Listed records ::
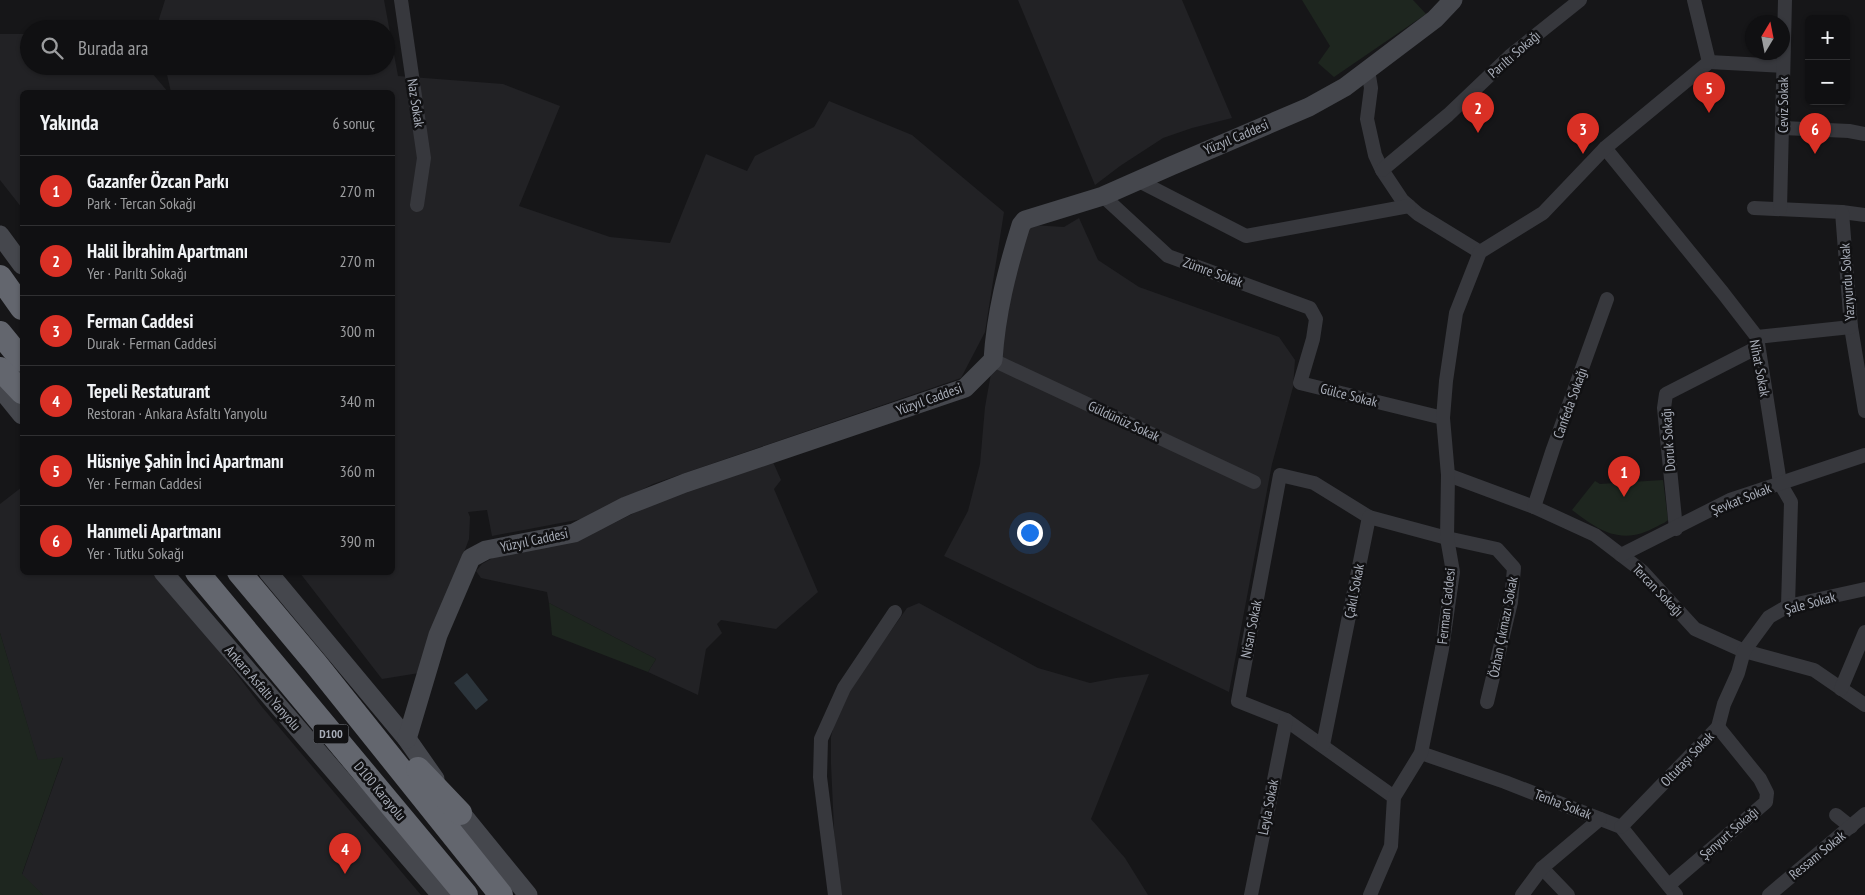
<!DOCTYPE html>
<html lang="tr">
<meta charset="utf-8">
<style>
body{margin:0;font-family:"PT Sans Narrow",sans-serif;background:#19191b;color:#f1f3f6}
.controls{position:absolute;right:15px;top:15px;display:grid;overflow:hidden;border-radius:8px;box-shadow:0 1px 4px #0004}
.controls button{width:45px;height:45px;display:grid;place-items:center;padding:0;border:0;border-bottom:1px solid #303032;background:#101012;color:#f1f3f6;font:25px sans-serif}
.compass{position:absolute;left:1745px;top:15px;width:45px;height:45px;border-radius:50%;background:#101012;box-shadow:0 1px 4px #0004;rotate:10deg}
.you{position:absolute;left:1029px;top:532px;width:18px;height:18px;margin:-12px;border:4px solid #fff;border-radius:50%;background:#1a73e8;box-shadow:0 0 0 8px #1a73e833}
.badge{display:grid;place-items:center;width:32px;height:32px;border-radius:50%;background:#d93025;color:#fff;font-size:16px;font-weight:700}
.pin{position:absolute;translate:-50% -41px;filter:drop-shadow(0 1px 2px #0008)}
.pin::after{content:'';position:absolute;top:26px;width:18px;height:15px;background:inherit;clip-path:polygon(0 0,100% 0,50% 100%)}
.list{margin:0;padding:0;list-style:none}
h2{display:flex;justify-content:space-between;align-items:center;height:65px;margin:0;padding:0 20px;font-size:21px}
h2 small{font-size:16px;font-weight:400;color:#9c9d9f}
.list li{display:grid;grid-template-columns:32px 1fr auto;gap:15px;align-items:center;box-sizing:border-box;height:70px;padding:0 20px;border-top:1px solid #303032}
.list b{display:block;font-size:19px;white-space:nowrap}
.list p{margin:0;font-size:16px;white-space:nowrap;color:#9c9d9f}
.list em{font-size:16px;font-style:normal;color:#9c9d9f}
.icon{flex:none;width:28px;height:28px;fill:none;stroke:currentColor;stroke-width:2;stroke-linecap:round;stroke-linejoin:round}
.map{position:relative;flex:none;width:1865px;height:895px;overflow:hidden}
.search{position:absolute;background:#101012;box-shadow:0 1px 4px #0004;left:20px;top:20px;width:375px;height:55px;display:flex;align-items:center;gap:12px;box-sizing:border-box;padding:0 18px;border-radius:28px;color:#9c9d9f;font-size:19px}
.panel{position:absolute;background:#101012;box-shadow:0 1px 4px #0004;left:20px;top:90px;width:375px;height:485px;border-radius:8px}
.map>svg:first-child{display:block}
</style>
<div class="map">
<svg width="1865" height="895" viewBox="0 0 1865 895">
<rect width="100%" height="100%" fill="#161618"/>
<g fill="#222225">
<path d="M 165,0 L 384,0 L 398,76 L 503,84 L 560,106 L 519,206 L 610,237 L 670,243 L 706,154 L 747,171 L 755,156 L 814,127 L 829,101 L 912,135 L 1004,212 L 985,332 L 961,378 L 653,484 L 587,518 L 492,536 L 487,510 L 468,512 L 470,517 L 469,539 L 419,673 L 382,679 L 300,573 L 392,572 L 392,92 L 171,92 L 165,66 L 386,66 L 386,29 L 160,29 L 159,19 Z"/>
<path d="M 1018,0 L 1182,0 L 1232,118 L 1192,128 L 1163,138 L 1120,166 L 1095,185 Z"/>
<path d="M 0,34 L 29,34 L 29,66 L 146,66 L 168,92 L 22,92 L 22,208 L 0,180 Z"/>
<path d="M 1079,218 L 1098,260 L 1139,287 L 1279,337 L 1295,360 L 1293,387 L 1272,464 L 1229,692 L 944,556 L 968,511 L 980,464 L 985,407 L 997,340 L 1023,230 L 1032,225 L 1064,227 Z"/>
<path d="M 773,462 L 781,480 L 774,489 L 818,592 L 776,629 L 721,620 L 717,624 L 722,633 L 706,649 L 698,695 L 648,672 L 656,659 L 549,603 L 547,592 L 481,578 L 476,571 L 482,564 L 505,551 L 574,540 L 606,527 L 656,502 Z"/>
<path d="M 22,487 L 22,572 L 154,573 L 174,592 L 262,707 L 421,895 L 43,895 L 22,875 L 63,758 L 38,761 L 0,633 L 0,504 Z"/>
<path d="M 919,603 L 1038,668 L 1090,683 L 1116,678 L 1149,674 L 1091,819 L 1125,858 L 1148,895 L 837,895 L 831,764 L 831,737 L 836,716 L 852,686 L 907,608 Z"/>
</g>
<g fill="#1e261f">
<path d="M 1302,0 L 1413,0 L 1426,14 L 1334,77 L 1318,63 L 1330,46 Z"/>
<path d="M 1663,480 L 1668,520 L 1664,523 C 1655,527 1644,534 1634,535 C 1609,539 1591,524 1572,510 L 1595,481 L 1600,484 Z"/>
<path d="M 549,603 L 656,659 L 648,672 L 552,635 Z"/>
<path d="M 0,633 L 38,760 L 63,757 L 22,874 L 43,895 L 0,895 Z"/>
</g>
<path fill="#2c353c" d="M 467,673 L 488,700 L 476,710 L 454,683 Z"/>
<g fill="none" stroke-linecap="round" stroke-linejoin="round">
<g stroke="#37383d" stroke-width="14">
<path d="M 401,0 L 424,158 L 417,205"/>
<path d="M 1709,62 L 1783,66"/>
<path d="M 1368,70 L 1371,88 L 1367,119 L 1375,155 L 1382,170 L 1402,200 L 1418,214 L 1480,252"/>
<path d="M 1783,128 L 1849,131 L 1865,134"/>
<path d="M 1605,148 L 1723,293 L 1757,337 L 1780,483 L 1791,502 L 1788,606"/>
<path d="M 1382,170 L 1448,115 L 1510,56 L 1580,0"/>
<path d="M 1139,181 L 1246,236 L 1409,206"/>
<path d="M 1103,196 L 1168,256 L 1310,308 L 1316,319 L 1313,339 L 1300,383 L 1443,418"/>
<path d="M 1754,208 L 1842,212 L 1865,215"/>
<path d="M 1780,209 L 1785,0"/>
<path d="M 1842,212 L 1851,327 L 1865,411"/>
<path d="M 1757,337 L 1851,327"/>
<path d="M 993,360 L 1254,482"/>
<path d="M 1448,475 L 1534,507 L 1595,535 L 1642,571 L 1695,629 L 1744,651 L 1814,670 L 1865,705"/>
<path d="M 1534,507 L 1553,449 L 1607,299"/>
<path d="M 1369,517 L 1314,483 L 1280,475 L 1238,701 L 1286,720 L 1394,797"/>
<path d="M 1676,529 L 1664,408 L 1666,394 L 1758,347"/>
<path d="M 1621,555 L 1730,500 L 1865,455"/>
<path d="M 1841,689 L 1865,632"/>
<path d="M 1323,745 L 1369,517 L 1447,538 L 1497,549 L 1514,568 L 1511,602 L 1487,702"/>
<path d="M 1421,753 L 1505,782 L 1621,827 L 1676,895"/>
<path d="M 1836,815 L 1851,827"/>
<path d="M 1621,827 L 1718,727 L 1724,704 L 1738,673 L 1744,651 L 1769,617 L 1788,606 L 1865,589"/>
<path d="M 1542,868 L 1568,895"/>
<path d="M 1669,885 L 1766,802 L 1767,793 L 1760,779 L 1718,727"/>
<path d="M 835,895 L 820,777 L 821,739 L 844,688 L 895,612"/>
<path d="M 1251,895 L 1286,720"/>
<path d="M 1370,895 L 1391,846 L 1394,797 L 1421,753 L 1442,649 L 1453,572 L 1447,538 L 1448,475 L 1443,418 L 1446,381 L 1456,313 L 1480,252 L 1543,213 L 1605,148 L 1709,62 L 1694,0"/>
<path d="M 1522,895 L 1542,868 L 1600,819"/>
<path d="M 1769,895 L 1865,814"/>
</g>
<g stroke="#45474d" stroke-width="19">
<path d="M 0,235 L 22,265"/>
<path d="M 0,388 L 22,415"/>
<path d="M 163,572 L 441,895"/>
<path d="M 268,572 L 407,739 L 435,779"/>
<path d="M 407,739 L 438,635 L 471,558 L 486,550 L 574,533 L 626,506 L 685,483 L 965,388 L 993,360 C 996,313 1007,270 1021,225 L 1025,220 L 1103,196 L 1171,166 L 1309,107 L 1345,87 L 1435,19 L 1453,0"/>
<path d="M 453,803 L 528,895"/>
</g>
<g stroke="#63666e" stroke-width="24">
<path d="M 0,277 L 22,308"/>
<path d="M 0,333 L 22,360"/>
<path d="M 0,369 L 22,392"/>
<path d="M 197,572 L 466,895"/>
<path d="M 239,572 L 316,664 L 501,895"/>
<path d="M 418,769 L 460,813"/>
</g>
</g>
<g text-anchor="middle" stroke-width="5" stroke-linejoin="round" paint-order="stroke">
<rect fill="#111113" stroke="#7b7e86" stroke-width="1" x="313.5" y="724.5" width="35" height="19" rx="4"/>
<g font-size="12" font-weight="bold" fill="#a8adb8">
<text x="331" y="738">D100</text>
</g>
<g font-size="14" fill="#a8adb8" stroke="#111113">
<text transform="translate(1514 54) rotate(-41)" y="5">Parıltı Sokağı</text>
<text transform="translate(416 103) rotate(81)" y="5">Naz Sokak</text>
<text transform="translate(1783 105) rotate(-90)" y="5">Ceviz Sokak</text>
<text transform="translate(1236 137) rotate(-23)" y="5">Yüzyıl Caddesi</text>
<text transform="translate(1213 272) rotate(20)" y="5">Zümre Sokak</text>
<text transform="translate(1847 282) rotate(-94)" y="5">Yazıyurdu Sokak</text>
<text transform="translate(1760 368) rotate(79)" y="5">Nihat Sokak</text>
<text transform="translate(1349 395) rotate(14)" y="5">Gülce Sokak</text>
<text transform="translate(929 399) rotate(-20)" y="5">Yüzyıl Caddesi</text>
<text transform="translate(1570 403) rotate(-70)" y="5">Canfeda Sokağı</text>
<text transform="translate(1124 421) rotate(25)" y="5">Güldünüz Sokak</text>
<text transform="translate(1668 440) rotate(-94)" y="5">Doruk Sokağı</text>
<text transform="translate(1741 499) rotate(-22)" y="5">Şevkat Sokak</text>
<text transform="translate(534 540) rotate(-12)" y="5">Yüzyıl Caddesi</text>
<text transform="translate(1658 590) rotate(46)" y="5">Tercan Sokağı</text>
<text transform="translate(1354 591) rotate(-79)" y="5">Çakıl Sokak</text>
<text transform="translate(1810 603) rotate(-15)" y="5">Şale Sokak</text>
<text transform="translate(1446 606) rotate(-84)" y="5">Ferman Caddesi</text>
<text transform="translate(1503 627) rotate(-79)" y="5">Özhan Çıkmazı Sokak</text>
<text transform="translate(1251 629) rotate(-79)" y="5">Nisan Sokak</text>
<text transform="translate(263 688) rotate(49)" y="5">Ankara Asfaltı Yanyolu</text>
<text transform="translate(1687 759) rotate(-46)" y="5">Oltutaşı Sokak</text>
<text transform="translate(380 791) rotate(50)" y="5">D100 Karayolu</text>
<text transform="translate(1563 804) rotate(21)" y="5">Tenha Sokak</text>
<text transform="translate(1268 807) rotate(-79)" y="5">Leyla Sokak</text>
<text transform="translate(1729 833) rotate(-41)" y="5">Şenyurt Sokağı</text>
<text transform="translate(1817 855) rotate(-39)" y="5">Ressam Sokak</text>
</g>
</g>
</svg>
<div class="controls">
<button>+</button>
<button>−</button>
</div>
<svg class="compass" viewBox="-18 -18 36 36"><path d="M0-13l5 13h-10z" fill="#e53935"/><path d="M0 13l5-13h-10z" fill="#9c9d9f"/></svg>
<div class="you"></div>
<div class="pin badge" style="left:1624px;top:497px">1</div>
<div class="pin badge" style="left:1478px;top:133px">2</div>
<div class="pin badge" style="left:1583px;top:154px">3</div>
<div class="pin badge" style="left:345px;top:874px">4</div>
<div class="pin badge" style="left:1709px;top:113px">5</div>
<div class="pin badge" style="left:1815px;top:154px">6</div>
<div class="search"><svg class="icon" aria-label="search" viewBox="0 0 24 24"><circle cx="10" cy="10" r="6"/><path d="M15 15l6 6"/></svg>Burada ara</div>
<section class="panel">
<h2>Yakında<small>6 sonuç</small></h2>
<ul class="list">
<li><span class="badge">1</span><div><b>Gazanfer Özcan Parkı</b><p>Park · Tercan Sokağı</p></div><em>270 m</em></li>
<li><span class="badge">2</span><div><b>Halil İbrahim Apartmanı</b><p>Yer · Parıltı Sokağı</p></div><em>270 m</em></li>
<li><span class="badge">3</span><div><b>Ferman Caddesi</b><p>Durak · Ferman Caddesi</p></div><em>300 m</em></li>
<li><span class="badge">4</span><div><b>Tepeli Restaturant</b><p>Restoran · Ankara Asfaltı Yanyolu</p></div><em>340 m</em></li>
<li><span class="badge">5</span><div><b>Hüsniye Şahin İnci Apartmanı</b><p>Yer · Ferman Caddesi</p></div><em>360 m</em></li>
<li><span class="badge">6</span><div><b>Hanımeli Apartmanı</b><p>Yer · Tutku Sokağı</p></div><em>390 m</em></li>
</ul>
</section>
</div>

What you will do :: Report each line of the material above where the word "linecap" appears.

Finished task ::
.icon{flex:none;width:28px;height:28px;fill:none;stroke:currentColor;stroke-width:2;stroke-linecap:round;stroke-linejoin:round}
<g fill="none" stroke-linecap="round" stroke-linejoin="round">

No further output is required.